When will the provisions of BRRD, art 55 and the recommendations of the RTS come into force, both in the UK and throughout the EU?
See above for the BRRD and the UK. For the rest of the EU, the implementation date should be 1 January 2016 at the latest—however, we are aware that some jurisdictions have not yet implemented any part of the BRRD and that would include art 55.
What should affected entities do to ensure compliance with BRRD, art 55 and the RTS, and what challenges is this likely to pose?
What advice should lawyers be giving to their clients?

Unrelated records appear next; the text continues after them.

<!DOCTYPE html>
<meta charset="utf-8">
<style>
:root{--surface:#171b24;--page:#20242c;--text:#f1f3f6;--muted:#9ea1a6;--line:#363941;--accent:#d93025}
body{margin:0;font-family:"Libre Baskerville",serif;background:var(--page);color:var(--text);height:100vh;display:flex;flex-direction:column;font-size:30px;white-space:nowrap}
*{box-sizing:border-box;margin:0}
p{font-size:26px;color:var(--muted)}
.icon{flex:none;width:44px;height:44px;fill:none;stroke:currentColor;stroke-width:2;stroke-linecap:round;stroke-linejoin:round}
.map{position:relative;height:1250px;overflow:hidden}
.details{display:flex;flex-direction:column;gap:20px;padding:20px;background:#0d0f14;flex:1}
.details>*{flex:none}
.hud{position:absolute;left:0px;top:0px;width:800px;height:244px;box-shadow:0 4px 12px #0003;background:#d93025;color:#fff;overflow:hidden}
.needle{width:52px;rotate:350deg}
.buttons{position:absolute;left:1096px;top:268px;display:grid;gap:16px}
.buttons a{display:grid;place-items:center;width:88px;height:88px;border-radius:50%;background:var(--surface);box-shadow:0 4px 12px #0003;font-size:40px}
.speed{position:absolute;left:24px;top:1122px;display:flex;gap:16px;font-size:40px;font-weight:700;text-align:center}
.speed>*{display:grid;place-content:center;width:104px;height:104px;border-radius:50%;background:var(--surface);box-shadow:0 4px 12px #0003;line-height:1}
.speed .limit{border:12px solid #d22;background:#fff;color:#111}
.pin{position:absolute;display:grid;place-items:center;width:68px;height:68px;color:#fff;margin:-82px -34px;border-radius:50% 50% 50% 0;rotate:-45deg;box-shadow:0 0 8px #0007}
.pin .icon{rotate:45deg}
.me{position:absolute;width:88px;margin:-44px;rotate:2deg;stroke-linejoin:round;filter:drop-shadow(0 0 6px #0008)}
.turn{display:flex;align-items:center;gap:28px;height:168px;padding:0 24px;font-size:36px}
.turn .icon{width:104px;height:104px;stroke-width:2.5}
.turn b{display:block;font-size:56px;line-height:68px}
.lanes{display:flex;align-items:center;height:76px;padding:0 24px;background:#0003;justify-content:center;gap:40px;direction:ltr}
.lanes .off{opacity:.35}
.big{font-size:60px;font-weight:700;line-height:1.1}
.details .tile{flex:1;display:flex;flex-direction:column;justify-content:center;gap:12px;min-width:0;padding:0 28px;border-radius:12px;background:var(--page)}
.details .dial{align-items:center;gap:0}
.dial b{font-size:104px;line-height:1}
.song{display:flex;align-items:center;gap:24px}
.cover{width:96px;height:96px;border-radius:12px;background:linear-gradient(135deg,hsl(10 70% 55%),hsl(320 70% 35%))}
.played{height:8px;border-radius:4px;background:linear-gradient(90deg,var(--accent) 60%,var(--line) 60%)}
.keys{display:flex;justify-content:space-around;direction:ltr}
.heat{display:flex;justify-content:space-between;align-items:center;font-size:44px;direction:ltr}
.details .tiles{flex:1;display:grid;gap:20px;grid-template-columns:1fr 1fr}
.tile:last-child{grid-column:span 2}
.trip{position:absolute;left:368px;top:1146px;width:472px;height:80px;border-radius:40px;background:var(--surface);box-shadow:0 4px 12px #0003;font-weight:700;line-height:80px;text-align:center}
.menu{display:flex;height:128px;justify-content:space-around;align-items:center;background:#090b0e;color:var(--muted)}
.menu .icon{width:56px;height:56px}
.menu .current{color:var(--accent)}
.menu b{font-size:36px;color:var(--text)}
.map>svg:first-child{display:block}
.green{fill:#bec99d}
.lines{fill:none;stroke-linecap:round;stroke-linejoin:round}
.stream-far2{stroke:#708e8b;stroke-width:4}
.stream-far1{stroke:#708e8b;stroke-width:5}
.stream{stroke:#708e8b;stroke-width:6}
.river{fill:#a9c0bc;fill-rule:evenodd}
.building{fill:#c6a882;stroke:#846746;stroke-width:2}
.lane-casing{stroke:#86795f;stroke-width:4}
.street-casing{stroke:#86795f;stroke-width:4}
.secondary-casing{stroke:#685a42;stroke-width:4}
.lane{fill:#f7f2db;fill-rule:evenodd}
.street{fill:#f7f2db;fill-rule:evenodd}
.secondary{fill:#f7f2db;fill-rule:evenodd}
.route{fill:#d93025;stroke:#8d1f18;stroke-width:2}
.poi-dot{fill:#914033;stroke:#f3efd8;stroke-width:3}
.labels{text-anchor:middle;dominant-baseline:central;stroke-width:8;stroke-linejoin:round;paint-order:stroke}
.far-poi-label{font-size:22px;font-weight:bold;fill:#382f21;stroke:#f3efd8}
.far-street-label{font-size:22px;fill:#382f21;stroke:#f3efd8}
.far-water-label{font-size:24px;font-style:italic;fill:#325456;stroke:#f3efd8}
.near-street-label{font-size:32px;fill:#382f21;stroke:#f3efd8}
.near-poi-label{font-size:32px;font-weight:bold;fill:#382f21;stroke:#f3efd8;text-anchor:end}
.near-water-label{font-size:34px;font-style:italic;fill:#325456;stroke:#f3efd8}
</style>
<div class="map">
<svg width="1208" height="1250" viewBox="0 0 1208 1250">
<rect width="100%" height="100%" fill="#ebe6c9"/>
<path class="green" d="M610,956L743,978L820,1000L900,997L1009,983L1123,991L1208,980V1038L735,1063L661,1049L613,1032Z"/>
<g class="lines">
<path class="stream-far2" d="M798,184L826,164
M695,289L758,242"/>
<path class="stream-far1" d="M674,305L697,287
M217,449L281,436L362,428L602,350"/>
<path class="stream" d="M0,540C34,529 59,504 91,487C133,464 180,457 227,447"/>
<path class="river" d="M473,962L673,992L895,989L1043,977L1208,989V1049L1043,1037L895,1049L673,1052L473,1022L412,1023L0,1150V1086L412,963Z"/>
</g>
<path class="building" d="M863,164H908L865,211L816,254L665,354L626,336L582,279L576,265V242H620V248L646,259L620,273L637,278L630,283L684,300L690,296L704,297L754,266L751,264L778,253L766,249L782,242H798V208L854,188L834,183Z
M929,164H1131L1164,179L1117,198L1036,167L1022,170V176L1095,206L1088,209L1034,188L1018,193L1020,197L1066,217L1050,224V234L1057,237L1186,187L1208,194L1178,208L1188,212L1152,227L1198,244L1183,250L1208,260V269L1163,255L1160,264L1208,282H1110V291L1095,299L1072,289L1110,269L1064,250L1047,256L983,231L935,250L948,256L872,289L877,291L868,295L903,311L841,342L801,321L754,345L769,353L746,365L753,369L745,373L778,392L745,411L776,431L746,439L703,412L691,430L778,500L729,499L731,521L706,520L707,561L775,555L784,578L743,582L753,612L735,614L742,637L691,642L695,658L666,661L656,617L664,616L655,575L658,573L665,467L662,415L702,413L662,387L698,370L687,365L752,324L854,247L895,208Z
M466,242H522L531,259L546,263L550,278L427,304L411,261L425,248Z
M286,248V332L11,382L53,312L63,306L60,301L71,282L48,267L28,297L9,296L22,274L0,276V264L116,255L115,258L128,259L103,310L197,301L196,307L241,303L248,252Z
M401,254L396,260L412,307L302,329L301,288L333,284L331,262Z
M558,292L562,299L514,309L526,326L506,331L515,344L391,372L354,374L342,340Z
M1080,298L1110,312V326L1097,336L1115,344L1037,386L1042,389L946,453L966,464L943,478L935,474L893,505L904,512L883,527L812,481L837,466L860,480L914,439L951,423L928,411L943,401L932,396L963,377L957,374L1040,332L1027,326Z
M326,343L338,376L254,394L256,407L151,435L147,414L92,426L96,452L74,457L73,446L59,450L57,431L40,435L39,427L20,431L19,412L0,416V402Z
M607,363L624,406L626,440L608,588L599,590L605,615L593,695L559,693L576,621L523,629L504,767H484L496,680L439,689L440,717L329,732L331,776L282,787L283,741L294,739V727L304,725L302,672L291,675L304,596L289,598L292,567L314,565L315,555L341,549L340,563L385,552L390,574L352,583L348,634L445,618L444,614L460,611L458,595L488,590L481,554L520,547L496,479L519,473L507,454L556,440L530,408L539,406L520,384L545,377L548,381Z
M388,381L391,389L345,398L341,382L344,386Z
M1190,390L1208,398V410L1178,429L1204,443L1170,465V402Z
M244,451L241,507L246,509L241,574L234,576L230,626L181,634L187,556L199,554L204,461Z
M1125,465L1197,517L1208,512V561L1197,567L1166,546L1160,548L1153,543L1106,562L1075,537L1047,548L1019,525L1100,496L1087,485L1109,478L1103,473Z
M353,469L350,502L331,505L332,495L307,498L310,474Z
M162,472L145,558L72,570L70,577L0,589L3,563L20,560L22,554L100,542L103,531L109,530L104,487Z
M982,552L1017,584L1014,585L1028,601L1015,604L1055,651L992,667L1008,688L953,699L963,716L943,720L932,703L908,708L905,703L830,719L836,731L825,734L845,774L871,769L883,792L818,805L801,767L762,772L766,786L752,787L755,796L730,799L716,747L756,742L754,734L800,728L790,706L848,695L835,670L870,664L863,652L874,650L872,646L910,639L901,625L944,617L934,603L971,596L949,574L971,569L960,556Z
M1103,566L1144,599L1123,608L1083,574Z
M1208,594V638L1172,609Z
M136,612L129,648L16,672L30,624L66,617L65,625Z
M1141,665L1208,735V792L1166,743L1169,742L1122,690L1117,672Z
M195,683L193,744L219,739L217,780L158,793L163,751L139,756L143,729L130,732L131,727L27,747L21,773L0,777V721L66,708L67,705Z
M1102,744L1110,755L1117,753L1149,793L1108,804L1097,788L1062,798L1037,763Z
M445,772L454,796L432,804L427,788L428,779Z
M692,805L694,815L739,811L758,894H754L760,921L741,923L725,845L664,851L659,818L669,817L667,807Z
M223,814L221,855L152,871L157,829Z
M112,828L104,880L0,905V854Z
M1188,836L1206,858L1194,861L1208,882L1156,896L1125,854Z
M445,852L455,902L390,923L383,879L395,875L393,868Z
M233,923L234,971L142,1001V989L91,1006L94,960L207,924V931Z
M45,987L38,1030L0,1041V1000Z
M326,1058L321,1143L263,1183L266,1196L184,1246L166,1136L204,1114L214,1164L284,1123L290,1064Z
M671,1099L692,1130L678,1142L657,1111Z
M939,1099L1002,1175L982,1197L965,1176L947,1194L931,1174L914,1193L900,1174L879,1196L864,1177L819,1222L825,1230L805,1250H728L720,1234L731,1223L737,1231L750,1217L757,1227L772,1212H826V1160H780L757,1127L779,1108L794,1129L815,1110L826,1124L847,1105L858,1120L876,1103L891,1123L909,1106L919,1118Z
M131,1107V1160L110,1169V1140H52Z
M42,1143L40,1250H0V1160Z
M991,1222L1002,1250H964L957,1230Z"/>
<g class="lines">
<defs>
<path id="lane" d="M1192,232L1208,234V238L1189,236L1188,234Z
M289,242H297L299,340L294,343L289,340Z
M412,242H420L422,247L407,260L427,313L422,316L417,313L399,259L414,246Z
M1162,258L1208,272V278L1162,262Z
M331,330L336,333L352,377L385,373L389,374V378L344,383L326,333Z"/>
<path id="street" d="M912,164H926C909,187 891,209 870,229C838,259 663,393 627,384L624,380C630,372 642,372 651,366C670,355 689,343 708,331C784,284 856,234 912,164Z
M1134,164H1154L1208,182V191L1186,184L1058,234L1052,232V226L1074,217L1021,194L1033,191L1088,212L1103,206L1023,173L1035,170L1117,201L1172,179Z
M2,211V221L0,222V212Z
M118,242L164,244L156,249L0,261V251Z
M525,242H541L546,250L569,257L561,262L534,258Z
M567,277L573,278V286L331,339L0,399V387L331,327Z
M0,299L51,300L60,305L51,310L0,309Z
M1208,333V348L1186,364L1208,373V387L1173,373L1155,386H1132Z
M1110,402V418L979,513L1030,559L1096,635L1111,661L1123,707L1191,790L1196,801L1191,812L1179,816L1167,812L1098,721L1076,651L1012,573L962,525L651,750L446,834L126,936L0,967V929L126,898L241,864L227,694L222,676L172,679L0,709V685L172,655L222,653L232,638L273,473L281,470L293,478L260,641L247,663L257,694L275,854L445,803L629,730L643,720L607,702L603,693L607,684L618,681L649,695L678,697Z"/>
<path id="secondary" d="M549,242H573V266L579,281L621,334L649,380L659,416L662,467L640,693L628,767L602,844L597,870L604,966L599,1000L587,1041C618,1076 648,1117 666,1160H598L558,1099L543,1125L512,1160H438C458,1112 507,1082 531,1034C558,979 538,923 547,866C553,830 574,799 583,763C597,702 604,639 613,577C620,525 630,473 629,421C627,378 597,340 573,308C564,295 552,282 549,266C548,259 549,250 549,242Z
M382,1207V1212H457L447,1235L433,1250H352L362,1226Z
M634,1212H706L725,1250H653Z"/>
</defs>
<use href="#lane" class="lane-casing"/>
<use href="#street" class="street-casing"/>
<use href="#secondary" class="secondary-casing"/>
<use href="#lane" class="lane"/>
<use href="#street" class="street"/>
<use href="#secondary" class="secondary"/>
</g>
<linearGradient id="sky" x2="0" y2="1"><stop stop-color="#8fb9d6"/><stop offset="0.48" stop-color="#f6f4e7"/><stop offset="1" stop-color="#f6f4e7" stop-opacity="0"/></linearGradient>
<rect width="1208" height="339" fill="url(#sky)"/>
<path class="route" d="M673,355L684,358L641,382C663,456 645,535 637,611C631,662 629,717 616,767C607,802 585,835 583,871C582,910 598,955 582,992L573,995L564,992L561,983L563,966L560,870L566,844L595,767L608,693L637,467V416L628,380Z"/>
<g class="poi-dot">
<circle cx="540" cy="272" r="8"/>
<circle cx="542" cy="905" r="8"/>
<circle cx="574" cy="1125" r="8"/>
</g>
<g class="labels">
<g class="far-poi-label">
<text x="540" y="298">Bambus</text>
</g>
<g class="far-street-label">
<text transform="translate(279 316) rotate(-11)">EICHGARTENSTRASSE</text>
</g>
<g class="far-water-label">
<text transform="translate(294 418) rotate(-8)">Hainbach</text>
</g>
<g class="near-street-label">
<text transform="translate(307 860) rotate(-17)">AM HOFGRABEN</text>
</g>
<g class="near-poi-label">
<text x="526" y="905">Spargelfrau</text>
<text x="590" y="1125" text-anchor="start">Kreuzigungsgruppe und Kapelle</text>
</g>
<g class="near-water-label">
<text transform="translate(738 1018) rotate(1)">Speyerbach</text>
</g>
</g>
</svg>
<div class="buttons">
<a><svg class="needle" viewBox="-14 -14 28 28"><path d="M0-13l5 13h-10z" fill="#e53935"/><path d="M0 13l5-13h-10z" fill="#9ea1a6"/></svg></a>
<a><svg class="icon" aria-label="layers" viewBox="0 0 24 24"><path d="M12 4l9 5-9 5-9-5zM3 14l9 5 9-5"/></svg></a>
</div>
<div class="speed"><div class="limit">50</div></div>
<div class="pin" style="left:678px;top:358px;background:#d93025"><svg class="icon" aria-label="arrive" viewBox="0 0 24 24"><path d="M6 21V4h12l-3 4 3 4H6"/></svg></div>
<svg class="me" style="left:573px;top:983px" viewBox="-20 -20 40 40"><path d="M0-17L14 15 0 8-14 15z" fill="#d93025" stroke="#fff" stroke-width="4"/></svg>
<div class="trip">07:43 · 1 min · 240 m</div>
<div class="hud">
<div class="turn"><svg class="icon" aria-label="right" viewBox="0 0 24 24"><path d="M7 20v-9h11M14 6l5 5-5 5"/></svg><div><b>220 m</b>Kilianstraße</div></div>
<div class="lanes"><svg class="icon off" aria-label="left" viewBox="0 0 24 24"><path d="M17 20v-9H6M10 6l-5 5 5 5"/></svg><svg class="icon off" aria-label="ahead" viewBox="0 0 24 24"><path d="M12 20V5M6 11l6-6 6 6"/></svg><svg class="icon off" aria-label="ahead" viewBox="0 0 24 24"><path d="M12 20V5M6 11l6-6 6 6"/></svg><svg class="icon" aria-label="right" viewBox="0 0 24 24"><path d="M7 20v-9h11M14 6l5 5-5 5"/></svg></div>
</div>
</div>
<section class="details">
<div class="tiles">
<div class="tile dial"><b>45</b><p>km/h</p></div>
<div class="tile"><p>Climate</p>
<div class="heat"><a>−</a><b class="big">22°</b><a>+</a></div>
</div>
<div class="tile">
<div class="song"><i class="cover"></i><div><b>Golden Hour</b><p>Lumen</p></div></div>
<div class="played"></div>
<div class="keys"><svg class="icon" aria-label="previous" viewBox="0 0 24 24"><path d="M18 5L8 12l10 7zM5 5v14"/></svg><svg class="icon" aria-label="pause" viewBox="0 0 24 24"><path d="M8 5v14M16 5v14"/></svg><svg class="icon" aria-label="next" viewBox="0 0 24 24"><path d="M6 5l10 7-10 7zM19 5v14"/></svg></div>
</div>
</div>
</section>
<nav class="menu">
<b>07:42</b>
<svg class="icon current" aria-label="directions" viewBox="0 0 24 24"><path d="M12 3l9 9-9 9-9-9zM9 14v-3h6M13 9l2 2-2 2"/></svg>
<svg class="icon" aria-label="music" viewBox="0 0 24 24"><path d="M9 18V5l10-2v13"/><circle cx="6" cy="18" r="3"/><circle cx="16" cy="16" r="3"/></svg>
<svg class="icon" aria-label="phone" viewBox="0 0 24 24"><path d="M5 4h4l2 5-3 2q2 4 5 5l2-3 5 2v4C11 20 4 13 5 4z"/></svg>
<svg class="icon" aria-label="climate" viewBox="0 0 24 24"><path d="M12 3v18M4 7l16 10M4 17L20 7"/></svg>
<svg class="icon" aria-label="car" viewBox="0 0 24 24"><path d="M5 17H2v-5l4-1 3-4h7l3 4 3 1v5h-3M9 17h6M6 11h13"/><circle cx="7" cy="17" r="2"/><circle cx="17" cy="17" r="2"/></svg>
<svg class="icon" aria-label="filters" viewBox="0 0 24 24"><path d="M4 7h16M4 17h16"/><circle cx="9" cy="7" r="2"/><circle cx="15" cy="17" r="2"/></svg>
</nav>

As there is no de minimis threshold and failure to comply with the requirement can lead to regulatory sanction, lawyers need to be advising clients to consider what types of contract they are likely to be entering into (and with whom) and which will be affected—they then need to review existing contracts governed by the laws of a non-EU jurisdiction to the extent liabilities will be created or arise under them after 1 January 2016 and put in place systems to ensure new contracts entered into contain the relevant contractual recognition clause. Early discussions with key counterparties (ie those with whom the institution contracts on a regular basis) should be encouraged—it might, for example, be possible to agree a single side agreement which would apply to all contracts entered into with that counterparty and under which a contractual recognition clause is deemed included in each relevant contract. Finally, the institution needs to be able to demonstrate to the regulator that they have appropriate and robust systems in place for ensuring compliance. All of which is easier said than done.